### What is needed
Read through the listing below and copy each line in which the word "Perú" occurs.

━━━━━━━━

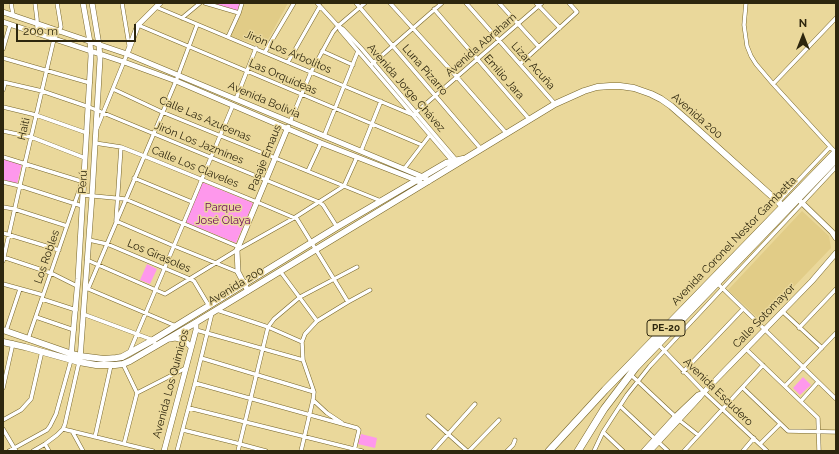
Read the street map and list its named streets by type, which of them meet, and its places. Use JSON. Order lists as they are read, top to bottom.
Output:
{
  "streets": {
    "highway": ["Avenida Coronel Nestor Gambetta", "PE-20"],
    "main road": ["Avenida 200"],
    "street": [
      "Avenida Abraham",
      "Jirón Los Arbolitos",
      "Lizar Acuña",
      "Luna Pizarro",
      "Las Orquideas",
      "Emilio Jara",
      "Avenida Jorge Chávez",
      "Avenida Bolivia",
      "Calle Las Azucenas",
      "Haiti",
      "Jirón Los Jazmines",
      "Pasaje Emaus",
      "Calle Los Claveles",
      "Perú",
      "Los Girasoles",
      "Los Robles",
      "Calle Sotomayor",
      "Avenida Los Químicos",
      "Avenida Escudero"
    ]
  },
  "crossings": [
    ["Avenida Abraham", "Jirón Los Arbolitos"],
    ["Avenida Abraham", "Lizar Acuña"],
    ["Avenida Abraham", "Luna Pizarro"],
    ["Avenida Abraham", "Emilio Jara"],
    ["Avenida Abraham", "Avenida Jorge Chávez"],
    ["Jirón Los Arbolitos", "Avenida Jorge Chávez"],
    ["Jirón Los Arbolitos", "Pasaje Emaus"],
    ["Lizar Acuña", "Avenida 200"],
    ["Luna Pizarro", "Avenida 200"],
    ["Luna Pizarro", "Pasaje Emaus"],
    ["Las Orquideas", "Pasaje Emaus"],
    ["Emilio Jara", "Avenida 200"],
    ["Avenida Jorge Chávez", "Avenida 200"],
    ["Avenida Jorge Chávez", "Pasaje Emaus"],
    ["Avenida Bolivia", "Avenida 200"],
    ["Avenida Bolivia", "Haiti"],
    ["Avenida Bolivia", "Pasaje Emaus"],
    ["Avenida Bolivia", "Perú"],
    ["Avenida 200", "Calle Las Azucenas"],
    ["Avenida 200", "Jirón Los Jazmines"],
    ["Avenida 200", "Pasaje Emaus"],
    ["Avenida 200", "Calle Los Claveles"],
    ["Avenida 200", "Perú"],
    ["Avenida 200", "Avenida Coronel Nestor Gambetta"],
    ["Avenida 200", "Los Girasoles"],
    ["Avenida 200", "Los Robles"],
    ["Avenida 200", "Avenida Los Químicos"],
    ["Calle Las Azucenas", "Pasaje Emaus"],
    ["Haiti", "Jirón Los Jazmines"],
    ["Jirón Los Jazmines", "Pasaje Emaus"],
    ["Jirón Los Jazmines", "Perú"],
    ["Pasaje Emaus", "Calle Los Claveles"],
    ["Calle Los Claveles", "Perú"],
    ["Perú", "Los Girasoles"],
    ["Perú", "Los Robles"],
    ["Avenida Coronel Nestor Gambetta", "Avenida Escudero"],
    ["Calle Sotomayor", "Avenida Escudero"]
  ],
  "parks": ["Parque José Olaya"],
  "scale_bar": "200 m",
  "north": "top"
}
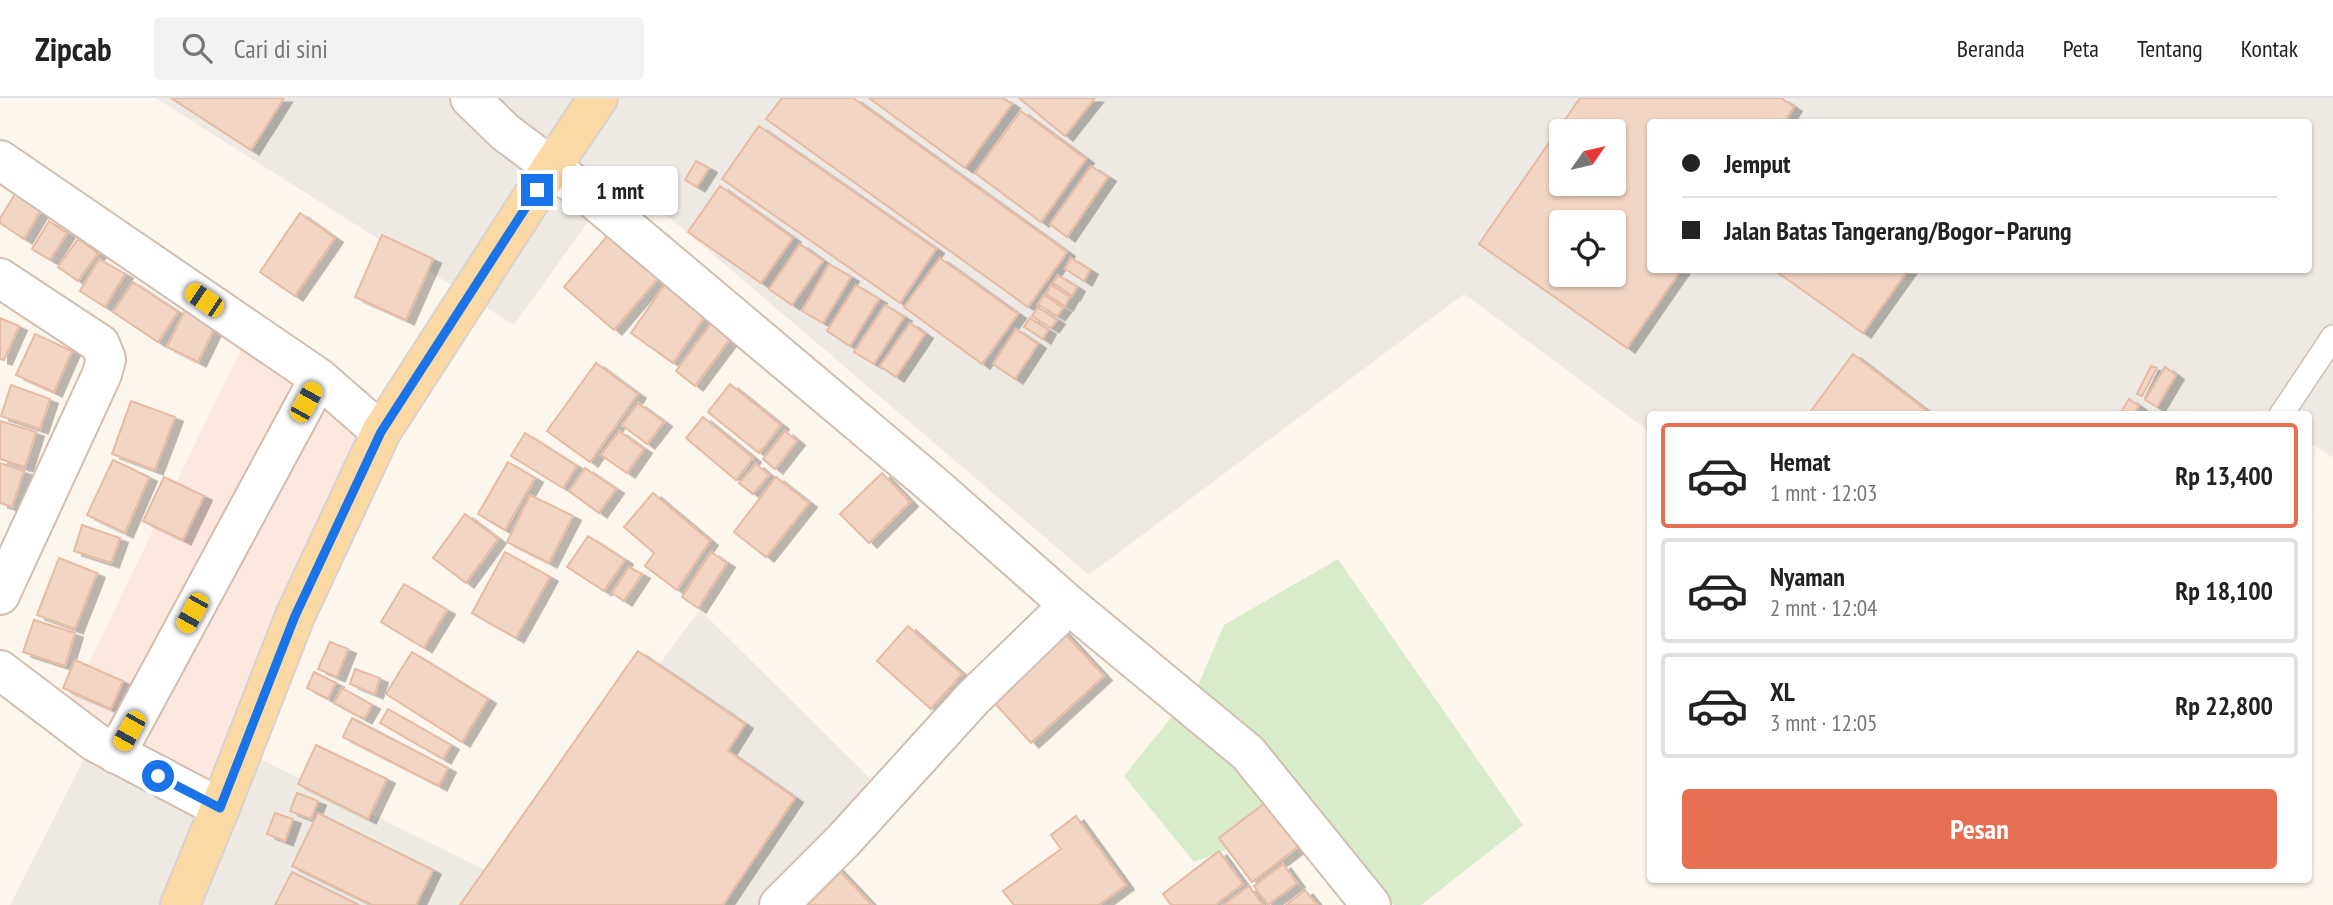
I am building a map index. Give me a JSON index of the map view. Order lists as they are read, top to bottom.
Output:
{
  "north": "top right",
  "page": {
    "header": "Zipcab",
    "search": "Cari di sini",
    "nav": [
      "Beranda",
      "Peta",
      "Tentang",
      "Kontak"
    ],
    "banner": ["Jemput", "Jalan Batas Tangerang/Bogor–Parung"],
    "bubble": "1 mnt",
    "list": [
      {
        "name": "Hemat",
        "note": "1 mnt · 12:03",
        "value": "Rp 13,400"
      },
      {
        "name": "Nyaman",
        "note": "2 mnt · 12:04",
        "value": "Rp 18,100"
      },
      {
        "name": "XL",
        "note": "3 mnt · 12:05",
        "value": "Rp 22,800"
      }
    ],
    "buttons": "Pesan"
  }
}
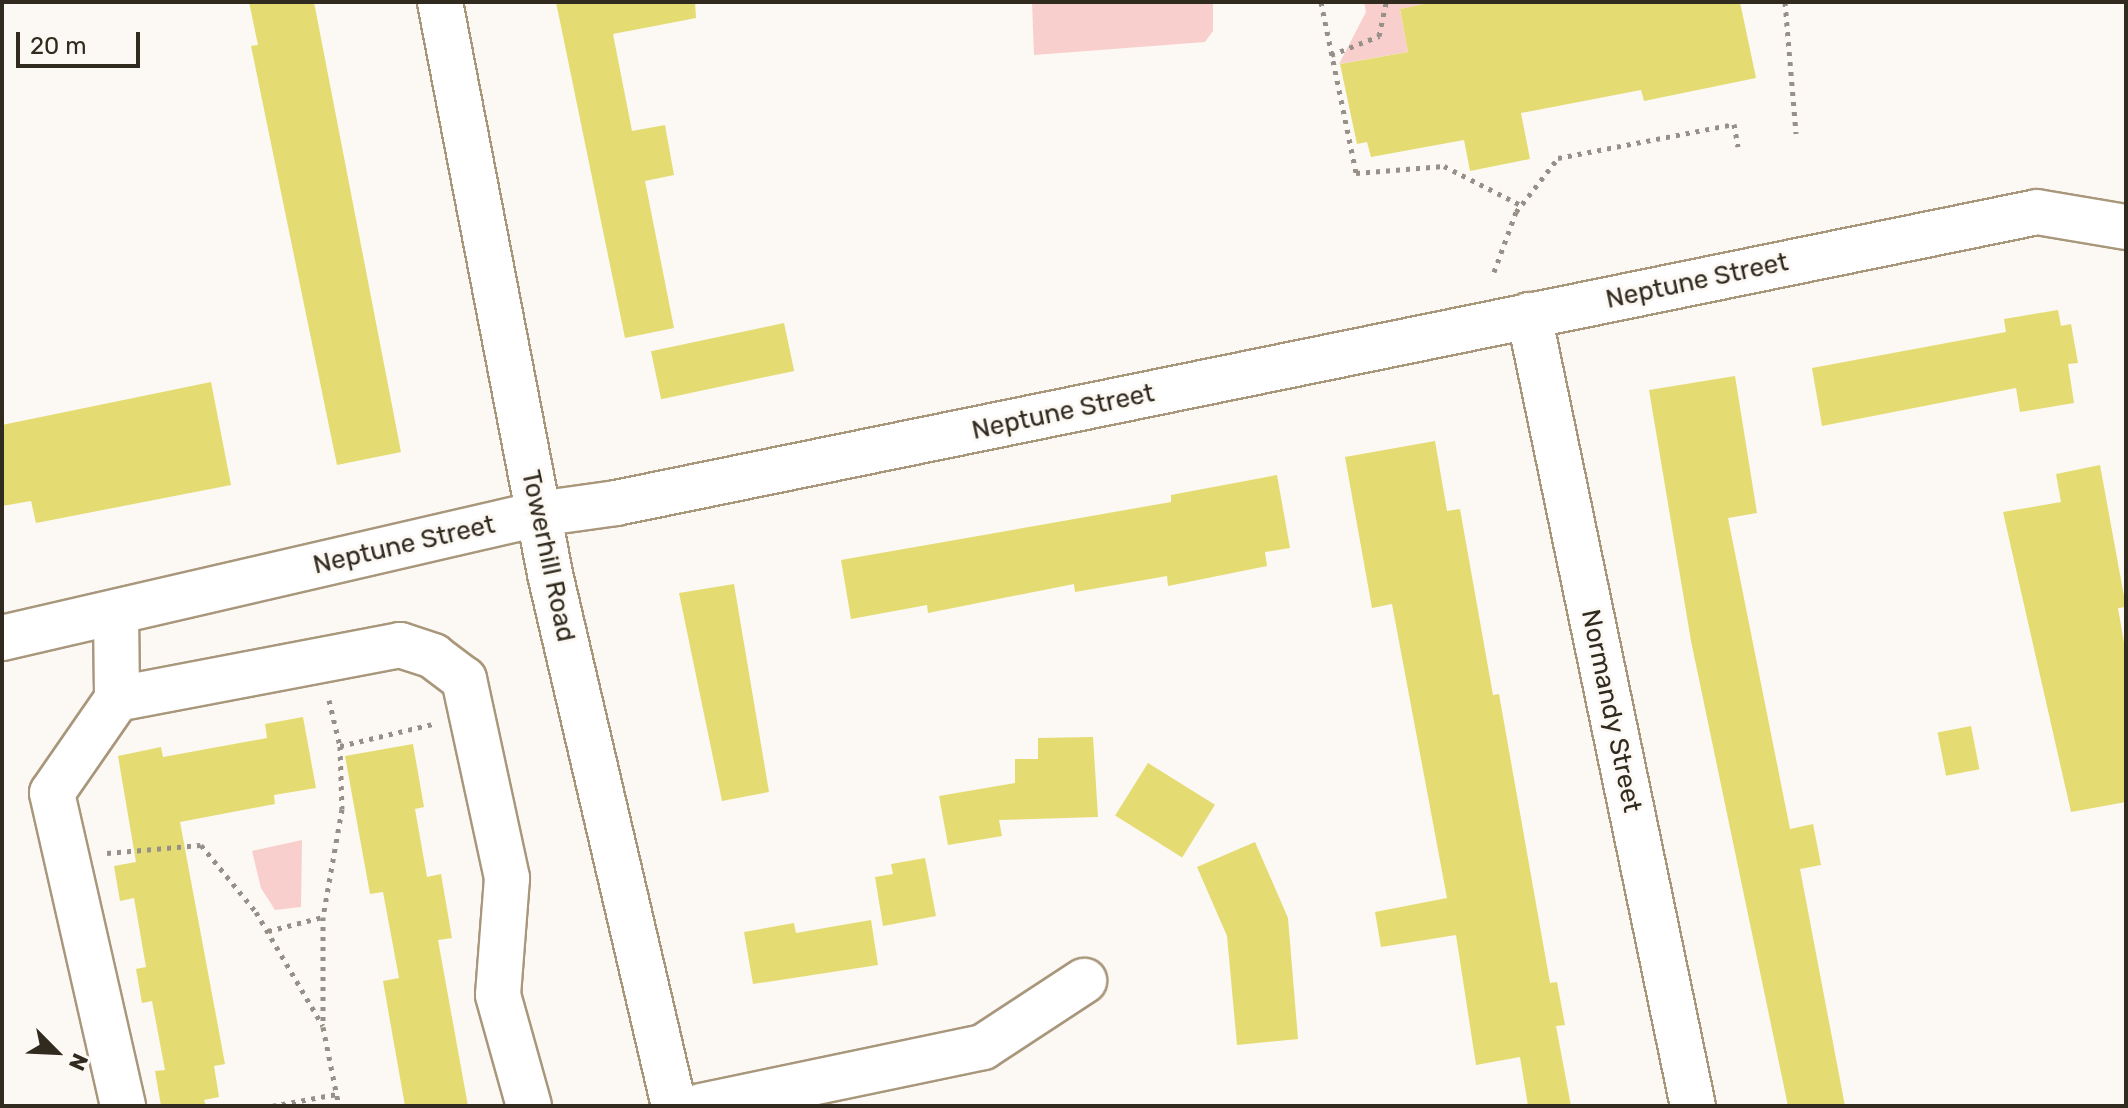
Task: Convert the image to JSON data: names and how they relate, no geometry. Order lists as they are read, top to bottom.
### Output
{
  "streets": {
    "street": ["Neptune Street", "Towerhill Road", "Normandy Street"]
  },
  "crossings": [
    ["Neptune Street", "Towerhill Road"],
    ["Neptune Street", "Normandy Street"]
  ],
  "scale_bar": "20 m",
  "north": "bottom right"
}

━━━━━━━━

### Exercise response
      "Perú",
    ["Avenida Bolivia", "Perú"],
    ["Avenida 200", "Perú"],
    ["Jirón Los Jazmines", "Perú"],
    ["Calle Los Claveles", "Perú"],
    ["Perú", "Los Girasoles"],
    ["Perú", "Los Robles"],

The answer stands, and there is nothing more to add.